Good evening,
Thanks for the prompt answer. AFAIR (the project is old, but the problem is
new) I needed a mechanism to process pages in batches.
The software is handling huge books (I think, the biggest ones are around half
GB) as Lambda in AWS.
Due to the memory and CPU limitations of AWS Lambda, this is the way we decided
to go.
Does Tika already offer such content handler? If not, which strategy would you
then suggest?
We have our custom TikaPageContentHandler, which is plugged as following:
[code]
public void extractTextAndUploadToElasticsearch(long maxMainMemoryBytes,
InputStream stream, long fileSize, String fileName) throws TikaException,
IOException, SAXException {
String baseName = FilenameUtils.getBaseName(fileName);
final int bulkSize = getElasticBulkSize();
URL tikaConfigUrl = TikaLambda.class.getResource("/config/tika-config.xml");
assert tikaConfigUrl != null : "Unspecified Tika configuration";
TikaPageContentHandler tikaPageContentHandler = new
TikaPageContentHandler(elasticsearchClient, baseName,
bulkSize);
Metadata metadata = new Metadata();
ParseContext parseContext = new ParseContext();
PDFParserConfig pdfParserConfig = new PDFParserConfig();
pdfParserConfig.setMaxMainMemoryBytes(maxMainMemoryBytes);
LogUtils.info(LOG, () -> String.format("Using following PDF parser
configuration '%s'.",
ToStringBuilder.reflectionToString(pdfParserConfig,
ToStringStyle.MULTI_LINE_STYLE)));
// Overrides the default values specified in 'tika-config.xml'
parseContext.set(PDFParserConfig.class, pdfParserConfig);
TikaConfig tikaConfig = new TikaConfig(tikaConfigUrl);
// Auto-detecting parser. So, we theoretically are able to handle any
document.
AutoDetectParser parser = new AutoDetectParser(tikaConfig);
parseContext.set(Parser.class, parser);
parser.parse(stream, tikaPageContentHandler, metadata, parseContext);
int pageCount = tikaPageContentHandler.getPageCount();
LogUtils.info(LOG, () -> String.format("%d/%d page(s) of document
identified by ID '%s' have been submitted.",
tikaPageContentHandler.getSubmittedPageCount(), pageCount,
baseName));
LanguageResult languageResult = tikaPageContentHandler.getLanguageResult();
String language = languageResult.isReasonablyCertain() ?

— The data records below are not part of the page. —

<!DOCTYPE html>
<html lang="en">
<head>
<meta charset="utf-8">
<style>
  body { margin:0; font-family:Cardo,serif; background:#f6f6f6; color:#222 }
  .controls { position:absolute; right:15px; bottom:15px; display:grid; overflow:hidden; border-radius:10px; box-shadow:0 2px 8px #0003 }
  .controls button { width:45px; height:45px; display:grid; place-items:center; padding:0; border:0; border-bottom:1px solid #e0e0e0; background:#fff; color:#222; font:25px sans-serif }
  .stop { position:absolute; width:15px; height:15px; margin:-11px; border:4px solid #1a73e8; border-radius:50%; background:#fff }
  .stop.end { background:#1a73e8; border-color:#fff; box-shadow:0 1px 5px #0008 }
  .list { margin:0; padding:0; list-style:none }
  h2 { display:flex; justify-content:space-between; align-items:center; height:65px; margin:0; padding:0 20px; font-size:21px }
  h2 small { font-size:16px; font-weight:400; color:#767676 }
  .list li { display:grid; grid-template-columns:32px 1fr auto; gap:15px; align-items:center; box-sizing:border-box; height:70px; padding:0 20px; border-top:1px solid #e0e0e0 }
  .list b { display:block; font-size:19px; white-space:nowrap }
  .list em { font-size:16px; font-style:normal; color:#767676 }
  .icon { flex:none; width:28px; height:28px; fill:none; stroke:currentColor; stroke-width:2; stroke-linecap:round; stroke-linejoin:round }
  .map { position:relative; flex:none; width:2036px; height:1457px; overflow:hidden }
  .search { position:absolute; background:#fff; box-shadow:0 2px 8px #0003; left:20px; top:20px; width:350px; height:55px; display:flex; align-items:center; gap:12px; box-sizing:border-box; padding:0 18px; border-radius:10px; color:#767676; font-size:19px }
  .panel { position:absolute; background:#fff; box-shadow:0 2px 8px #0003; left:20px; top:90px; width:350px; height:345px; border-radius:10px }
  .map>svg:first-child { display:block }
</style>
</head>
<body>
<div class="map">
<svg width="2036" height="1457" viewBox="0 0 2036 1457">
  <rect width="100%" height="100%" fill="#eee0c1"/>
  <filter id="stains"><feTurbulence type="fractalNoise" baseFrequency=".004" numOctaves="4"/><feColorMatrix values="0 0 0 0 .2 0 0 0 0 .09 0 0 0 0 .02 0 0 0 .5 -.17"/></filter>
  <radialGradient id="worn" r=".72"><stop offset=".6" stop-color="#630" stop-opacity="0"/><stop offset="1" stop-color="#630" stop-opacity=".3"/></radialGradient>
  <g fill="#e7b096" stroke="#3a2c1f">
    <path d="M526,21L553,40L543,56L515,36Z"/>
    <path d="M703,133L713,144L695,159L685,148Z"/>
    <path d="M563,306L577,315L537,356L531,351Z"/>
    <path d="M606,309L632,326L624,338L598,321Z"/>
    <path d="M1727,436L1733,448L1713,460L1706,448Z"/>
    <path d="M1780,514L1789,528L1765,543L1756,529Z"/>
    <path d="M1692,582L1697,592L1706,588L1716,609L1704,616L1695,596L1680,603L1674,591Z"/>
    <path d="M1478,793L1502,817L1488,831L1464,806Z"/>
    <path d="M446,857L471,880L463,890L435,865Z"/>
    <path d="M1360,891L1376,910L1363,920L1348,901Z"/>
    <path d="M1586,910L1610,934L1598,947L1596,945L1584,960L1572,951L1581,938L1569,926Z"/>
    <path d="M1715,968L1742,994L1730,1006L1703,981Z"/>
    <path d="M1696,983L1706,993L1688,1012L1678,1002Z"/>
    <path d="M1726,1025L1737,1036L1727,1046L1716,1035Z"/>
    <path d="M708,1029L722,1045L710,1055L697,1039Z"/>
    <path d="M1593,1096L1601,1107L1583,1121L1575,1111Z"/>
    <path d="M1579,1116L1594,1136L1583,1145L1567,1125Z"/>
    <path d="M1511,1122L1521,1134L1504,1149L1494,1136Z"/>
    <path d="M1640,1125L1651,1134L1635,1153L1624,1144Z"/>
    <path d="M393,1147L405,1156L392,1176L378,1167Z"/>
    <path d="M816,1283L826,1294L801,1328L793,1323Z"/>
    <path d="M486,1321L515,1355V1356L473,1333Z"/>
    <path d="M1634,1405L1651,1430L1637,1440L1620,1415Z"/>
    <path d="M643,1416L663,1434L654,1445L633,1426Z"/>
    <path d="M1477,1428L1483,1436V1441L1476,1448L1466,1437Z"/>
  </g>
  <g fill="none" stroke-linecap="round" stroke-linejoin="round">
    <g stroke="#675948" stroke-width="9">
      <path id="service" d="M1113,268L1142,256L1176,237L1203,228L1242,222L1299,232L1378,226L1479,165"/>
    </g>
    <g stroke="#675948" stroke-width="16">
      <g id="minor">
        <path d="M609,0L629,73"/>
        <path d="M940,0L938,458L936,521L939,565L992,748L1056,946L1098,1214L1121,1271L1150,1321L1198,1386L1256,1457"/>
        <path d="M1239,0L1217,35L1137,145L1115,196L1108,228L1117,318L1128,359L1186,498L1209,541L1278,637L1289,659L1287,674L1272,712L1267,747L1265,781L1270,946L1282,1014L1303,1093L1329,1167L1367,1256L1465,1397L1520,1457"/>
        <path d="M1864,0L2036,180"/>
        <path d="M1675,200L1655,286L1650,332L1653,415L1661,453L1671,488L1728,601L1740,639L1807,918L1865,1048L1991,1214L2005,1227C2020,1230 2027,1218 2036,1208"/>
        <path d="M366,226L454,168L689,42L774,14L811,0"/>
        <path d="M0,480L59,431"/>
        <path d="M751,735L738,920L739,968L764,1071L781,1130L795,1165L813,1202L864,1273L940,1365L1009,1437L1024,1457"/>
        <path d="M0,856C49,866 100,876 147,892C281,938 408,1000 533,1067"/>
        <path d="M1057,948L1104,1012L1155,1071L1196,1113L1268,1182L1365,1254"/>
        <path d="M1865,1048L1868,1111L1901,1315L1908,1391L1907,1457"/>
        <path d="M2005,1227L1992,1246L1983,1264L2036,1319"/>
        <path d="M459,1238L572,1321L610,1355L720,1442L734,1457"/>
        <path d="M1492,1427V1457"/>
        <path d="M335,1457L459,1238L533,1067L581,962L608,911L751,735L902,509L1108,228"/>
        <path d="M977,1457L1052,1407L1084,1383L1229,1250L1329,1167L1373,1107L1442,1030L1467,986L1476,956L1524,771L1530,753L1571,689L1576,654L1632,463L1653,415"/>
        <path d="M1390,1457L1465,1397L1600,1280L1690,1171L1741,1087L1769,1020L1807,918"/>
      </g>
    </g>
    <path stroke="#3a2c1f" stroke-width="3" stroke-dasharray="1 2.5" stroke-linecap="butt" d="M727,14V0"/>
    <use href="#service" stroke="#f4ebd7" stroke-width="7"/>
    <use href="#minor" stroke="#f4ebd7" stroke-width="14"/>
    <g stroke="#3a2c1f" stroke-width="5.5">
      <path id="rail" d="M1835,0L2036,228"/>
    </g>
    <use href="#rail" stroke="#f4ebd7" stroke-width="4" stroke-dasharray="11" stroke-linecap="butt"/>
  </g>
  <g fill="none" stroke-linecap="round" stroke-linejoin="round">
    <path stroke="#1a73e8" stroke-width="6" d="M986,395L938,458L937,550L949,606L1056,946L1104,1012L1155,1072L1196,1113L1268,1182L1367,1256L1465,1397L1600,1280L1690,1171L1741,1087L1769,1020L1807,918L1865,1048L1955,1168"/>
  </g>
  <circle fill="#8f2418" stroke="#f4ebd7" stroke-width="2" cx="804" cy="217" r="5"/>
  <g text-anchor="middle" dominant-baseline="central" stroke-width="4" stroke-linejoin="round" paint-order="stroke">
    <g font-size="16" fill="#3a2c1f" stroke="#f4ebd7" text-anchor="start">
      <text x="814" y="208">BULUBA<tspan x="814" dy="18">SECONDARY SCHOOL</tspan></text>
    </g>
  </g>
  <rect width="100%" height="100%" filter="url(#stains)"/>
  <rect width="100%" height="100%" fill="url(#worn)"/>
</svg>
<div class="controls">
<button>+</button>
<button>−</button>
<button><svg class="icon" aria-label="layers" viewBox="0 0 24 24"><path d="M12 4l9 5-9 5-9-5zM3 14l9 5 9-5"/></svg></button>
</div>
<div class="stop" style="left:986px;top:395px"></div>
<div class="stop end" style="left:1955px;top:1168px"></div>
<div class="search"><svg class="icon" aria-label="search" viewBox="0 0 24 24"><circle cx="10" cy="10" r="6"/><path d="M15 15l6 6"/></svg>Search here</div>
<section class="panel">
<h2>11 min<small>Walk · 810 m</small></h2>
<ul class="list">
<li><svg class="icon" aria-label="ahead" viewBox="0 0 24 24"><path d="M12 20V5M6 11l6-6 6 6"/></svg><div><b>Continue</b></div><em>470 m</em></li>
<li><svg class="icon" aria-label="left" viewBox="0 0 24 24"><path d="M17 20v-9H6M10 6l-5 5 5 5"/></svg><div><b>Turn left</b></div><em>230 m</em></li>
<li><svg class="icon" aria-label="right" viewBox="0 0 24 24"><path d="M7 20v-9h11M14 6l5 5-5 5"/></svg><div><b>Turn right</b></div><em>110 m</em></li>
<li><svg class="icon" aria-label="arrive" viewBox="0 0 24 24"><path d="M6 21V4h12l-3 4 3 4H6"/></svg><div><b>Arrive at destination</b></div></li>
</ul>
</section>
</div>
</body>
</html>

languageResult.getLanguage() : null;
// Put an entry into DynamoDb.
putItem(baseName, fileSize, pageCount, language);
}
[/code]
Christian
From: Tim Allison <[email protected]>
Date: Monday, 31 October 2022 at 16:22
To: [email protected] <[email protected]>
Subject: Re: Paragraph words getting merged
Y, I agree with Nick. Tika appears to add a new line in the correct spot at
least for IDEC-102...
On Mon, Oct 31, 2022 at 9:22 AM Nick Burch
<[email protected]<mailto:[email protected]>> wrote:
On Sun, 30 Oct 2022, Christian Ribeaud wrote:
> I am using the default configuration. I think, we could reduce my
> problem to following code snippet:
Is there a reason that you aren't using one of the built-in Tika content
handlers? Generally they should be taking care of everything for you with
paragraphs, plain text vs html etc
Nick